第161話 ど戦士さんと呪われた下着

【前回のあらすじ】


 セクシーパンツを求めて女王の部屋へと忍び込んだ男戦士とヨシヲ。

 パン気を感じたのは部屋の石像が抱える壺の中。しかし、その石像は動く魔法がかけられたものだった――。


◇ ◇ ◇ ◇


「くらえ、バイスラッシュ!!」


「――――!!」


 胸元を隠していた左腕を男戦士が一刀の下に切り落としてみせた。残念、これでは石像のあられもない胸がみえてしまう。

 咄嗟に壺を持ったまま、右腕で胸を隠したのが命取りであった。


「こちらを忘れて貰っては困るぞ――イナディン!!」


【魔法 イナディン: 単体の雷魔法。だいたい電験二種くらいでMAX扱える電圧量による攻撃。相手は即死する】


 雷魔法が動く石像へと浴びせかかる。


 しかし――悲しいかな相手は石像である。雷攻撃はあまり効かなかった。

 けろりとした顔で、裸婦像が胸元を隠しながらヨシヲを睨む。


「ブルー・ディスティニー!!」


「すまん、相性が悪い!!」


「他に攻撃魔法は使えないのか!?」


「雷魔法にスキルを全振りしているんだ、申しわけないがティト、俺にはお前に声援を送ることしかできない!!」


 その腰に差している剣はなんなんだ、と、指摘する男戦士。

 残念、ヨシヲが差しているそれは、ただの飾り。彼自身も満足に使うことができないしろものである。

 二刀流なんて、そんな簡単にできるとおもったら大間違いなのだ。


 ちなみにヨシヲ。魔法技能はそこそこ高いが、戦士技能はレベル1と素人に毛の生えた程度であった。


「えぇい、しかし、もはや胸を隠すために腕を使ったお前に勝ち目などなし。覚悟しろ動く石像!!」


「――!!」


 とどめの横なぎの一閃が入る。

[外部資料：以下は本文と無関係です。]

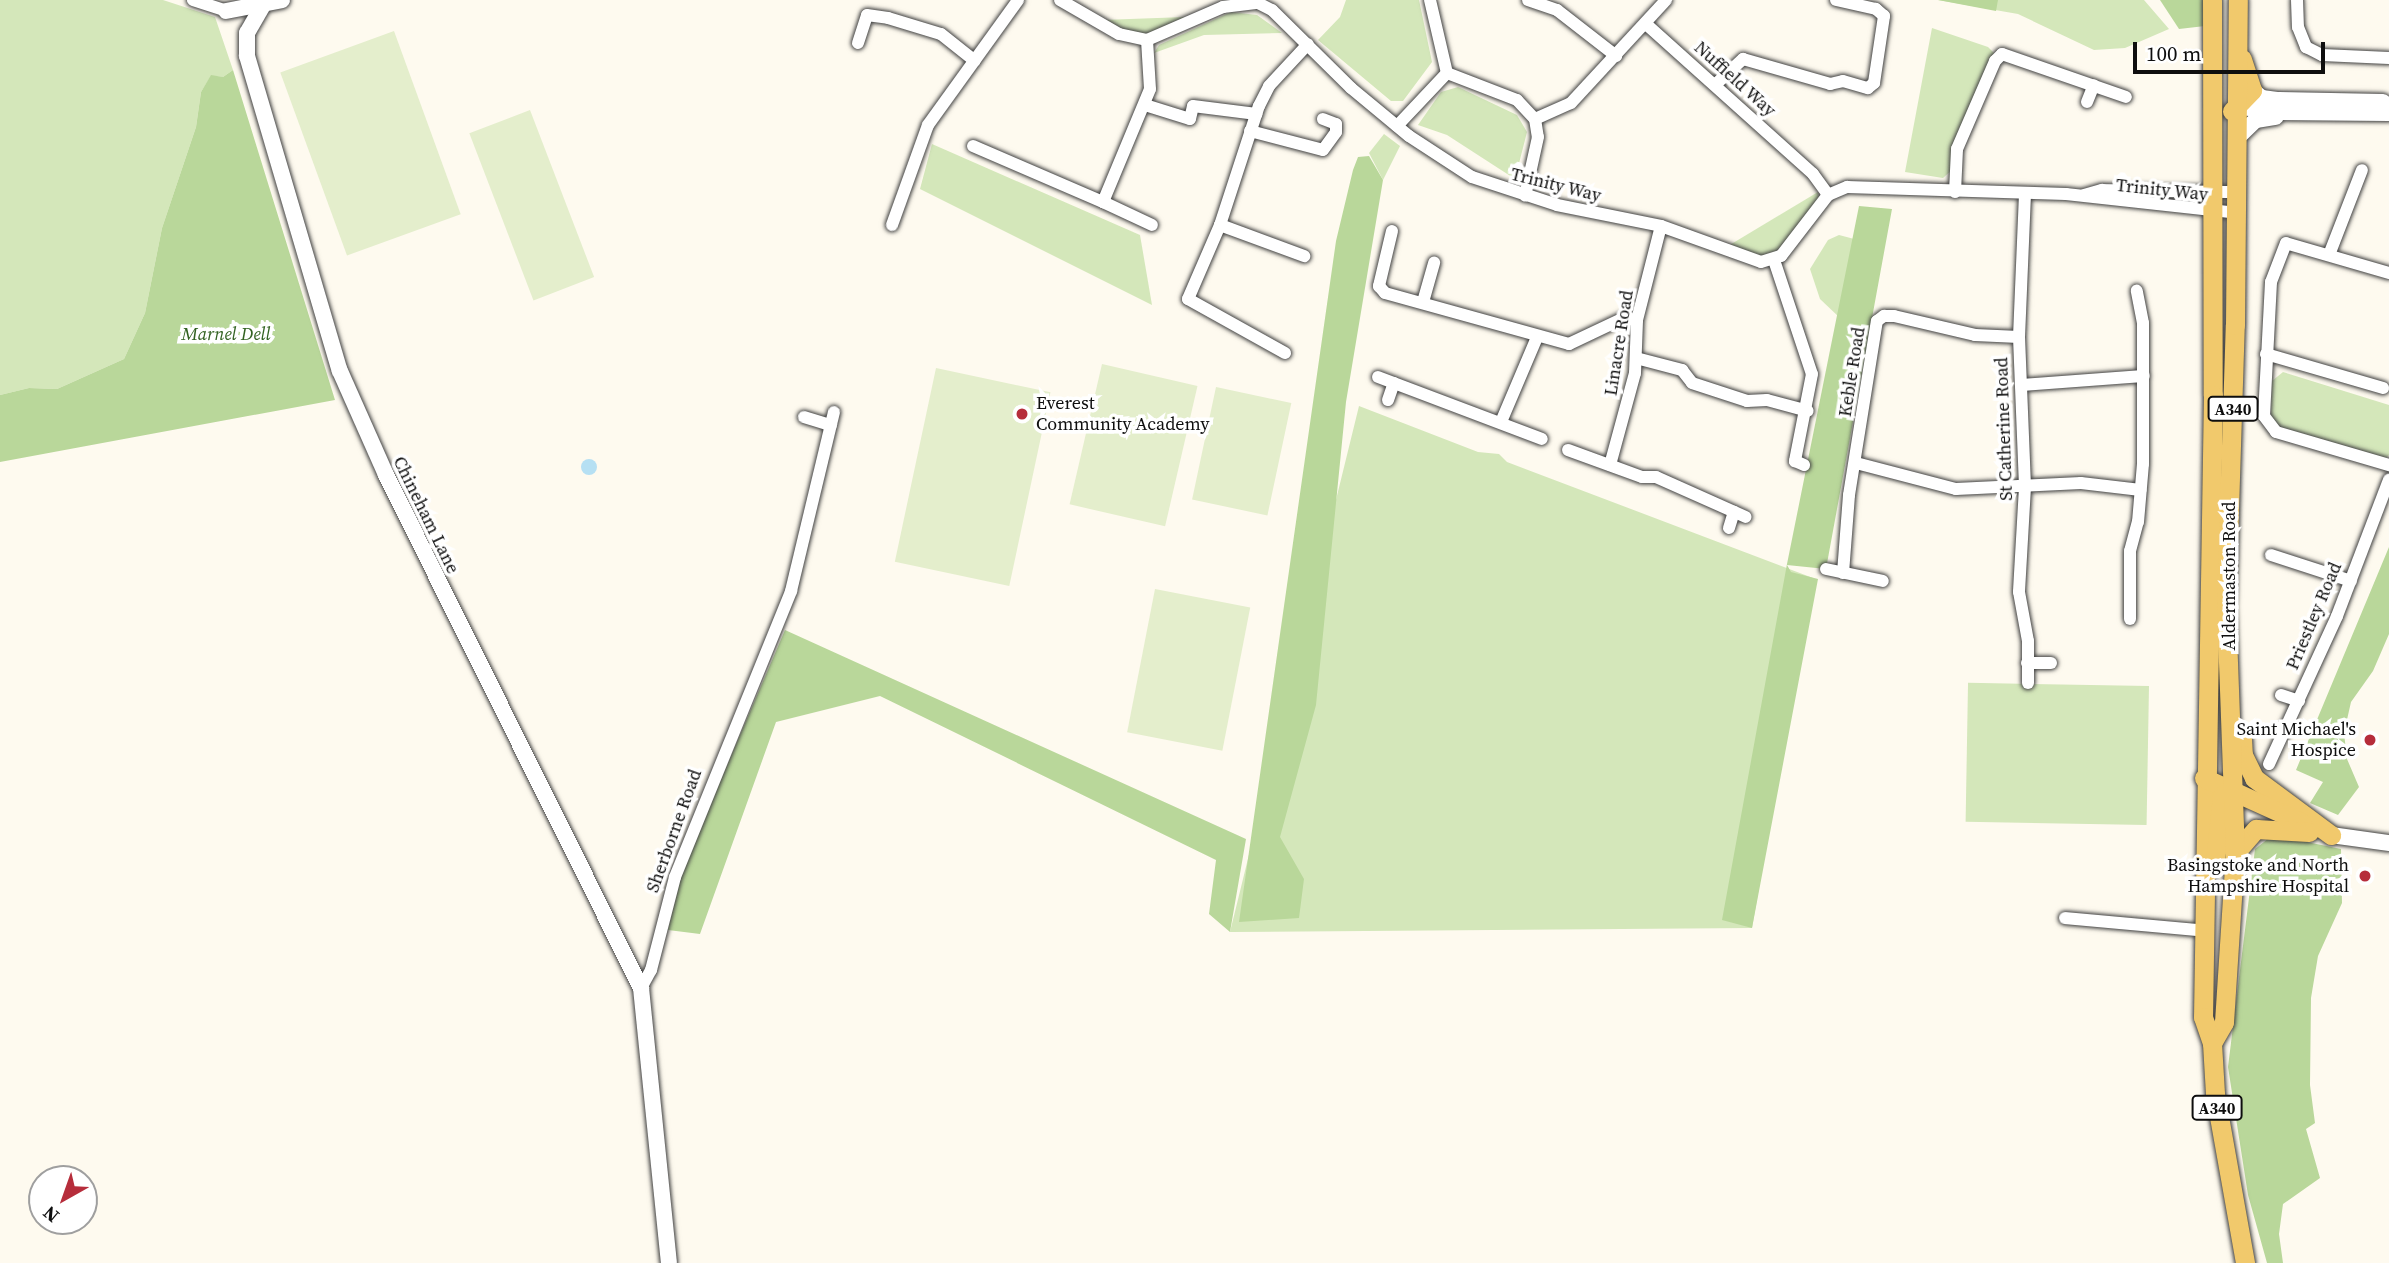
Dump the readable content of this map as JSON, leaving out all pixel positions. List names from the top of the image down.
{
  "streets": {
    "main road": ["A340", "Aldermaston Road"],
    "street": [
      "Nuffield Way",
      "Trinity Way",
      "Linacre Road",
      "Keble Road",
      "St Catherine Road",
      "Chineham Lane",
      "Priestley Road",
      "Sherborne Road"
    ]
  },
  "crossings": [
    ["Nuffield Way", "Trinity Way"],
    ["Trinity Way", "Linacre Road"],
    ["Trinity Way", "St Catherine Road"],
    ["Trinity Way", "Aldermaston Road"],
    ["Keble Road", "St Catherine Road"],
    ["A340", "Aldermaston Road"],
    ["Chineham Lane", "Sherborne Road"]
  ],
  "parks": ["Marnel Dell"],
  "places": ["Everest Community Academy", "Saint Michael's Hospice", "Basingstoke and North Hampshire Hospital"],
  "scale_bar": "100 m",
  "north": "bottom left"
}
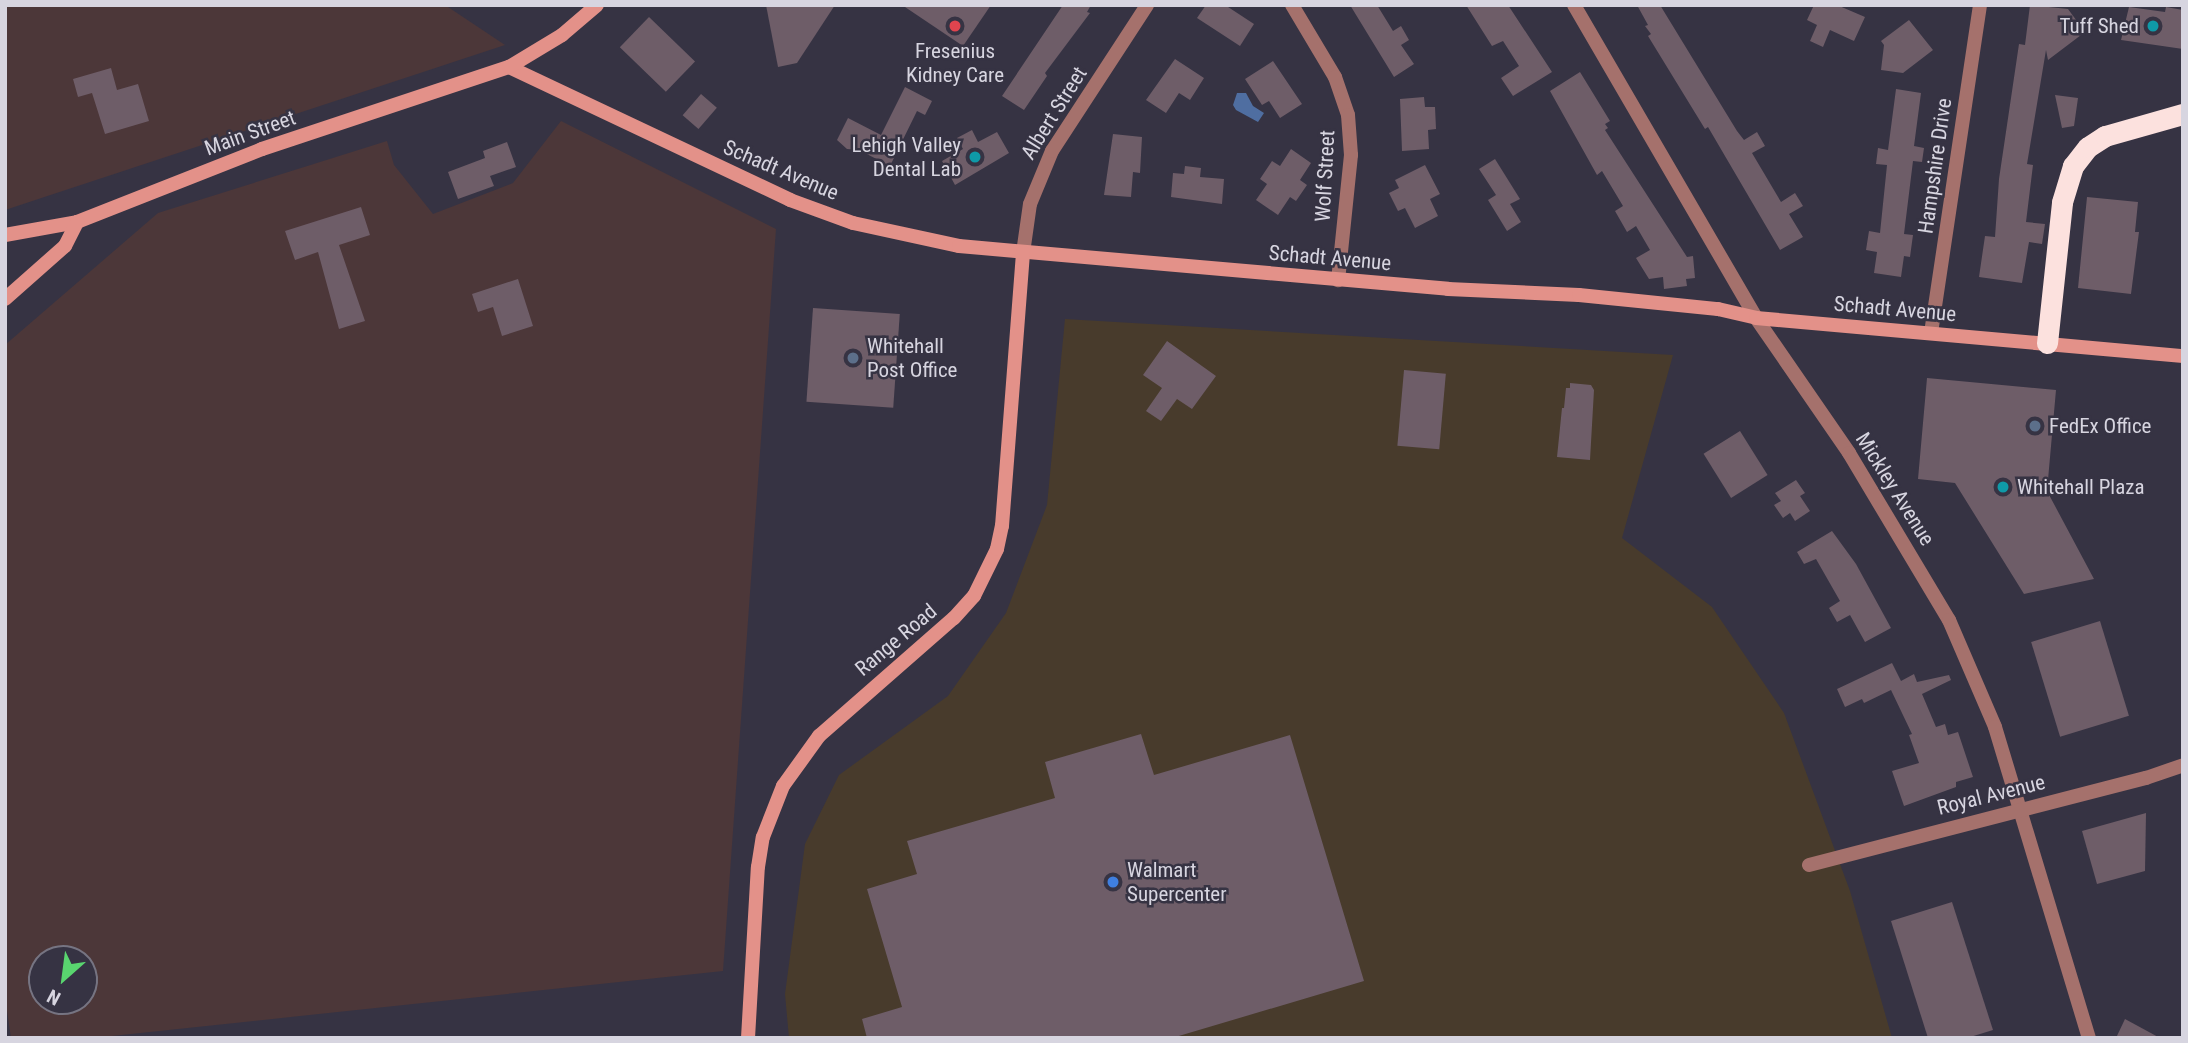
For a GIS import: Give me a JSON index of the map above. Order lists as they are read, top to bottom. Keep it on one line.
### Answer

隠している胸元から引き裂き砕かれた石像は、上半身をずるりとその場に落とすと動かなくなったのだった。

 流石の戦士技能レベル7の男戦士である。

 岩を切るなどなんということはないという感じであった。


 剣を鞘へと納めて一息を吐く男戦士。

 その背中にブラボーと、惜しみのない拍手がヨシヲから送られた。


「やるな、ティト。流石は俺が仲間に誘っただけはある男だ」


「やるなではない。これくらいできなくてどうする。スキルはもっと、バランスよく割り振るものだぞヨシヲ」


「ふっ、雷魔法さえ使えれば、俺はいいのだ。なぜなら、雷魔法とは勇者――物語の主人公の魔法だからな」


「まぁいい。それより、この壺の中にそれはあるのか」


 ごろり転がる石像が持ち上げていた壺。

 像と同じく、白色をしたそれは、確かに中にモノが入れられるよう、中身がくりぬかれている。本当に壺として使えそうだ。


 間違いないと、ヨシヲが近づいてそれを手に取る。

 唾を飲み込んで彼はそこに手を突っ込むと――中から真黒な下着を取り出した。


【ティロリロリン ヨシヲハ『スケベナシタギ(ジョセイヨウ)』ヲ テニイレタ】


「アイテム妖精が囁いている」


「あぁ、間違いなく、これが目的の、女王が使っているスケベ下着だ――まったく、真黒な上にスケスケだなんて、なんてけしからんのだ!! けしからん!!」


 詳しい描写は、パンツの知識がないので、省略いたしますが、それは大層スケベで、見ているこっちがなんだか恥ずかしくなるようなものであった。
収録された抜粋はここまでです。